Aim of the task:
Only these lines of the data below are wanted: the one with "Enumerate all labels, markers", the one with "Draw a box around all street", and any lines between them, each repeated exactly.
**** Information supplied
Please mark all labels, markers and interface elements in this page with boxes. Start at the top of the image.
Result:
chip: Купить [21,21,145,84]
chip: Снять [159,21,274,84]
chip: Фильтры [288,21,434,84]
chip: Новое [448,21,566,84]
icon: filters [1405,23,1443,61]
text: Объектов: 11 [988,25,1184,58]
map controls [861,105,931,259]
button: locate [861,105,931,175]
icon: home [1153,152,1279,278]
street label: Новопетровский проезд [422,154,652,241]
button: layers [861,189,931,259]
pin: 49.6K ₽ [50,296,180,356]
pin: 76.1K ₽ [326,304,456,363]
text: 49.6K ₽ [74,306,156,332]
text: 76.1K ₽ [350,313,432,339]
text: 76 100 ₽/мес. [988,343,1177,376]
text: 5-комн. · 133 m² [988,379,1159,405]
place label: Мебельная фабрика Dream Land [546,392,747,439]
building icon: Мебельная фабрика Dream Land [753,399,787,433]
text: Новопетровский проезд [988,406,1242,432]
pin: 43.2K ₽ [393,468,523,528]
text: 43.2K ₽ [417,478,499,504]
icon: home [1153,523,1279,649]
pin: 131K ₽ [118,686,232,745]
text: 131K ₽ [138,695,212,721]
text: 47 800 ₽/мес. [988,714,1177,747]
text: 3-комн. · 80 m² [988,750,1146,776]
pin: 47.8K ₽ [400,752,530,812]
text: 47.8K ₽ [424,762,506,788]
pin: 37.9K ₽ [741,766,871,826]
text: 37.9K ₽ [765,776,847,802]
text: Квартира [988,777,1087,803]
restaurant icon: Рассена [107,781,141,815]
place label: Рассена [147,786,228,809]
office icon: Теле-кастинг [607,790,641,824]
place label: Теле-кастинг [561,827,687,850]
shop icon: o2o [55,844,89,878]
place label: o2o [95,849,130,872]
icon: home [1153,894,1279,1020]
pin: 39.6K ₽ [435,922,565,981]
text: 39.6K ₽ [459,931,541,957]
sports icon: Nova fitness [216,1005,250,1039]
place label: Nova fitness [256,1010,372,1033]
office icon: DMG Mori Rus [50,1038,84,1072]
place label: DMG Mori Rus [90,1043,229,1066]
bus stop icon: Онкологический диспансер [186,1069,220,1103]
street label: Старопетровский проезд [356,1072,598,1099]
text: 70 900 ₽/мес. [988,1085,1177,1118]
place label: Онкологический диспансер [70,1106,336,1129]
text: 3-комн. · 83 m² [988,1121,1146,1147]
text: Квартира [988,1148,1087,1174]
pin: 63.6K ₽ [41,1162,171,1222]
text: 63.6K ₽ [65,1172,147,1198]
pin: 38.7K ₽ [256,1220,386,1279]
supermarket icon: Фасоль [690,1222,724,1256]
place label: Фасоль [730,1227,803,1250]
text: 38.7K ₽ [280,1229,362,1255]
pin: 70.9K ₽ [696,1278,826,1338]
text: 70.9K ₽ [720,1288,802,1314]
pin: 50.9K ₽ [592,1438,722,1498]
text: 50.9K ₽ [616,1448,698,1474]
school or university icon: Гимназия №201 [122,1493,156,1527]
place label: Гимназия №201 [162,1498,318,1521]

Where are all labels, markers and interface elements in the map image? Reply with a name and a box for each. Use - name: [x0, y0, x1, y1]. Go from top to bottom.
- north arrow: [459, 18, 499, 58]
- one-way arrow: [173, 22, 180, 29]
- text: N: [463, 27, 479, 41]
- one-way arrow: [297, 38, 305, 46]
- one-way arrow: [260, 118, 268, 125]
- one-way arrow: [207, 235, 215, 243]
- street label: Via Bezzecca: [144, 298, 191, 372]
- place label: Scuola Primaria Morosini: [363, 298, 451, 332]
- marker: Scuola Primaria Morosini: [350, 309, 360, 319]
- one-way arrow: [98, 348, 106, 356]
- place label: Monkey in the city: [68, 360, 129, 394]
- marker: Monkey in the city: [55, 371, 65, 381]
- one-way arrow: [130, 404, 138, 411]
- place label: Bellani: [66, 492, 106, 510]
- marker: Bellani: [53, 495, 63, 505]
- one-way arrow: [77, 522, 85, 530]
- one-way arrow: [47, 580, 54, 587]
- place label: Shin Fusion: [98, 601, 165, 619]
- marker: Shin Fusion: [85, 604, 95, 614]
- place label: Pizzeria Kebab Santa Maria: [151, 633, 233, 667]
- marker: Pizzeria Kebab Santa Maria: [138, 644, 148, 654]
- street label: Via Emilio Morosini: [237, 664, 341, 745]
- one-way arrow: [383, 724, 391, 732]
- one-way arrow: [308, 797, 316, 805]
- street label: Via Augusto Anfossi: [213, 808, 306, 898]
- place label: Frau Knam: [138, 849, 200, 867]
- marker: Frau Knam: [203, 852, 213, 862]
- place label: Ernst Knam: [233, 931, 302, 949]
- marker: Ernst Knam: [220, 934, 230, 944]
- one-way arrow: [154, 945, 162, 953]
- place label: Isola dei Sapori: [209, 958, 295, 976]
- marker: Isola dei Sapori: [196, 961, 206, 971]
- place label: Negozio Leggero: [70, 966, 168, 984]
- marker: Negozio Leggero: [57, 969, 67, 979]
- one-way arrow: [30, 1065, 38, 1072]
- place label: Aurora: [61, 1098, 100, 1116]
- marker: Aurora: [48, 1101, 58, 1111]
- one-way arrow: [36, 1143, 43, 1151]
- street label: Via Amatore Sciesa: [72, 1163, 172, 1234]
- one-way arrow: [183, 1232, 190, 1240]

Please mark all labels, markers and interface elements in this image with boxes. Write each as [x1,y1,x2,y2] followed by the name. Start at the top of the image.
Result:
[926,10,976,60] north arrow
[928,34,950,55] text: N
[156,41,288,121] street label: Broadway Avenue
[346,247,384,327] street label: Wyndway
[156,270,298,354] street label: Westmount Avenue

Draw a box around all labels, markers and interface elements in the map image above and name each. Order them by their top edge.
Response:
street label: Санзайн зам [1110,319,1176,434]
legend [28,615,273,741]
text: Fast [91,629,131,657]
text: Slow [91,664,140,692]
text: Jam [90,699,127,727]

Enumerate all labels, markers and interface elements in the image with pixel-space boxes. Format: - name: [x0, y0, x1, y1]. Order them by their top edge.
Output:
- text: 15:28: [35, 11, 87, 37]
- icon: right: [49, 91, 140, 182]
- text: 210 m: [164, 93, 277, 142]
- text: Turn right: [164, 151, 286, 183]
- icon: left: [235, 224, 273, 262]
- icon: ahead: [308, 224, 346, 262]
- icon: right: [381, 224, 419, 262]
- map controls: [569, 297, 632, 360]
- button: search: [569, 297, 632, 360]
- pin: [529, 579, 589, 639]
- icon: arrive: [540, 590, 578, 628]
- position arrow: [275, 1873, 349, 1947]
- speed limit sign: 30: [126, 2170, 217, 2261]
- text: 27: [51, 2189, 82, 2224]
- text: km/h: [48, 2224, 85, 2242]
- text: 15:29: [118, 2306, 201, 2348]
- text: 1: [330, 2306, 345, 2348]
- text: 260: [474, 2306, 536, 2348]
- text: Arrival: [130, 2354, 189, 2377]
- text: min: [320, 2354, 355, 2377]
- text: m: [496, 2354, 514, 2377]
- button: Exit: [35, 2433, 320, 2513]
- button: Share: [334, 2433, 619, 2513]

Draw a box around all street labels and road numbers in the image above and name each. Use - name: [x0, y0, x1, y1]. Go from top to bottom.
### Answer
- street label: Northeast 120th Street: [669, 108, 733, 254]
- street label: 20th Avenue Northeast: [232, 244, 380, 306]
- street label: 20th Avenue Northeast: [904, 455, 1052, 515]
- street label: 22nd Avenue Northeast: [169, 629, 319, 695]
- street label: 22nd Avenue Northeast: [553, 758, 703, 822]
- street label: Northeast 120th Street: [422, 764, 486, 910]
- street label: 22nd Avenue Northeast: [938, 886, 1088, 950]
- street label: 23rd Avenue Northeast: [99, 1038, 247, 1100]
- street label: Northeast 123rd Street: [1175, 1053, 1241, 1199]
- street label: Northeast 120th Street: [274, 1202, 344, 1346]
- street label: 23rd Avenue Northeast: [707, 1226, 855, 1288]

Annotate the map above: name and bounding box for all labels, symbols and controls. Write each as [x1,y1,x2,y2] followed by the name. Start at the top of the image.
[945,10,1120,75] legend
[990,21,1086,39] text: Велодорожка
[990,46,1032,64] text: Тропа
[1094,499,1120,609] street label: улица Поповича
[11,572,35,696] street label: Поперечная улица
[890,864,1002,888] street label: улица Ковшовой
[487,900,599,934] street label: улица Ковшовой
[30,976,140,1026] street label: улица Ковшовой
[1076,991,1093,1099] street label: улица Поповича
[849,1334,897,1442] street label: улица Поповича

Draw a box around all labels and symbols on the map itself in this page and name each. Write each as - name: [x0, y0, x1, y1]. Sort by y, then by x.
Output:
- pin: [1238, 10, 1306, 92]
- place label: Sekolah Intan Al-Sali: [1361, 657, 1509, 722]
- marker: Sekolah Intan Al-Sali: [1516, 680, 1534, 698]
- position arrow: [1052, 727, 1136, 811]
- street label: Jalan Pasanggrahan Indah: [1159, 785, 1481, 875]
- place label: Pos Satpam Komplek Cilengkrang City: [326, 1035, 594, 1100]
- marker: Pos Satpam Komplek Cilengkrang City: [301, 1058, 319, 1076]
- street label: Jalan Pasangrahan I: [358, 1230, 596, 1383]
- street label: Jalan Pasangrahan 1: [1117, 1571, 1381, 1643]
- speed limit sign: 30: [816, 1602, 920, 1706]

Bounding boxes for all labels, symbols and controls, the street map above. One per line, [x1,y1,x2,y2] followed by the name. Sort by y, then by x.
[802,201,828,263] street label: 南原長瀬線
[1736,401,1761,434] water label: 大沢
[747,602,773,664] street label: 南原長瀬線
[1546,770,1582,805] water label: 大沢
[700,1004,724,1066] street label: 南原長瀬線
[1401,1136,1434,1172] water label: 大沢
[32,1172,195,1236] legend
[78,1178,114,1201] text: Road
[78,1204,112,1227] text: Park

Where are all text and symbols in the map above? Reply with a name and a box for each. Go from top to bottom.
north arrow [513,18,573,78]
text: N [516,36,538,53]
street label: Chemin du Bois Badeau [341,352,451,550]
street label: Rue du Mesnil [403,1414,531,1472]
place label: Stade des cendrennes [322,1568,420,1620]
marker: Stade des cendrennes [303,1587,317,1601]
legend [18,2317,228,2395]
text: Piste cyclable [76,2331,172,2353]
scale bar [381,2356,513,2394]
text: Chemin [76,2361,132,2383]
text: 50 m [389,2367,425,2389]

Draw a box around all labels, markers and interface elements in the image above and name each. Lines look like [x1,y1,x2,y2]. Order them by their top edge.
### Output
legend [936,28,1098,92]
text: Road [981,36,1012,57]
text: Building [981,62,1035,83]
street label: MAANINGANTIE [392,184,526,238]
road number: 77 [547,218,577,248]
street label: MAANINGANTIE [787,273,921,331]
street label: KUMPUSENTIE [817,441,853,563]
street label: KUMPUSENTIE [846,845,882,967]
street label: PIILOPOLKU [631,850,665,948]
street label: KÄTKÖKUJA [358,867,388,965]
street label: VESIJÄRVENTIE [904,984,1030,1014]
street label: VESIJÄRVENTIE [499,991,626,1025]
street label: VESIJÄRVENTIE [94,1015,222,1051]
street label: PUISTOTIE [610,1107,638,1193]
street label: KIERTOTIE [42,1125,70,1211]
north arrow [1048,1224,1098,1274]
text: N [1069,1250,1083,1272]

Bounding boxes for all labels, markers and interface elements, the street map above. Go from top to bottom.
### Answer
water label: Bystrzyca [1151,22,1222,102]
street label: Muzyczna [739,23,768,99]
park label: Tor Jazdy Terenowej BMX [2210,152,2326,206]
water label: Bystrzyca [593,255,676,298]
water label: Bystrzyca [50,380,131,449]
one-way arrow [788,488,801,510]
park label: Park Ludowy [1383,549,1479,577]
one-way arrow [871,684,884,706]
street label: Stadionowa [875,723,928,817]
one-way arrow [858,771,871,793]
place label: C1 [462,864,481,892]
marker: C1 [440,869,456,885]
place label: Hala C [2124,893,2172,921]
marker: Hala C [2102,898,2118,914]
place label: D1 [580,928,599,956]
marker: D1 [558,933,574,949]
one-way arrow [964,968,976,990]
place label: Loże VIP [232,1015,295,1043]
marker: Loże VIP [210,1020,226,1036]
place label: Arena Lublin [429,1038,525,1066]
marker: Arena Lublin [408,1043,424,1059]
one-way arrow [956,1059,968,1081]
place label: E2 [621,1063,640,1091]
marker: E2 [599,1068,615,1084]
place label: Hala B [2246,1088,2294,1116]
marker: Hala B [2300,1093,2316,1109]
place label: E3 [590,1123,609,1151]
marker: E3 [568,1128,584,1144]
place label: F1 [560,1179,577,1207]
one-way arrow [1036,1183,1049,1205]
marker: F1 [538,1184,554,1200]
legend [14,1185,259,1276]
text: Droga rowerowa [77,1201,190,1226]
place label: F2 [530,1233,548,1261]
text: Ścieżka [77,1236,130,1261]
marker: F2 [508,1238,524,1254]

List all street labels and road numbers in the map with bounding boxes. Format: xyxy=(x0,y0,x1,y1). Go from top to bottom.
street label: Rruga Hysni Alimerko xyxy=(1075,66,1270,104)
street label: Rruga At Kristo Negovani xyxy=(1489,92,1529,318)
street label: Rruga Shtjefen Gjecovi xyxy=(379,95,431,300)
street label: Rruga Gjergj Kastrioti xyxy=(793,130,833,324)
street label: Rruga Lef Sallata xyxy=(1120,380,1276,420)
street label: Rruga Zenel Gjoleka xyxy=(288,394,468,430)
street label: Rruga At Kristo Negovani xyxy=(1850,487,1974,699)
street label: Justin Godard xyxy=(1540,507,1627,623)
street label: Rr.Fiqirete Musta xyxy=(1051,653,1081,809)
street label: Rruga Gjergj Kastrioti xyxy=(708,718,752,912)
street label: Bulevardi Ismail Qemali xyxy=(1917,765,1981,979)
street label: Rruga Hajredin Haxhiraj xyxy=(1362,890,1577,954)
********
Task result:
Enumerate all labels, markers and interface elements in the image with pixel-space boxes. Format: - name: [x0, y0, x1, y1]. Order them by their top edge.
Output:
- text: 15:28: [35, 11, 87, 37]
- icon: right: [49, 91, 140, 182]
- text: 210 m: [164, 93, 277, 142]
- text: Turn right: [164, 151, 286, 183]
- icon: left: [235, 224, 273, 262]
- icon: ahead: [308, 224, 346, 262]
- icon: right: [381, 224, 419, 262]
- map controls: [569, 297, 632, 360]
- button: search: [569, 297, 632, 360]
- pin: [529, 579, 589, 639]
- icon: arrive: [540, 590, 578, 628]
- position arrow: [275, 1873, 349, 1947]
- speed limit sign: 30: [126, 2170, 217, 2261]
- text: 27: [51, 2189, 82, 2224]
- text: km/h: [48, 2224, 85, 2242]
- text: 15:29: [118, 2306, 201, 2348]
- text: 1: [330, 2306, 345, 2348]
- text: 260: [474, 2306, 536, 2348]
- text: Arrival: [130, 2354, 189, 2377]
- text: min: [320, 2354, 355, 2377]
- text: m: [496, 2354, 514, 2377]
- button: Exit: [35, 2433, 320, 2513]
- button: Share: [334, 2433, 619, 2513]

Draw a box around all street labels and road numbers in the image above and name each. Use - name: [x0, y0, x1, y1]. Go from top to bottom.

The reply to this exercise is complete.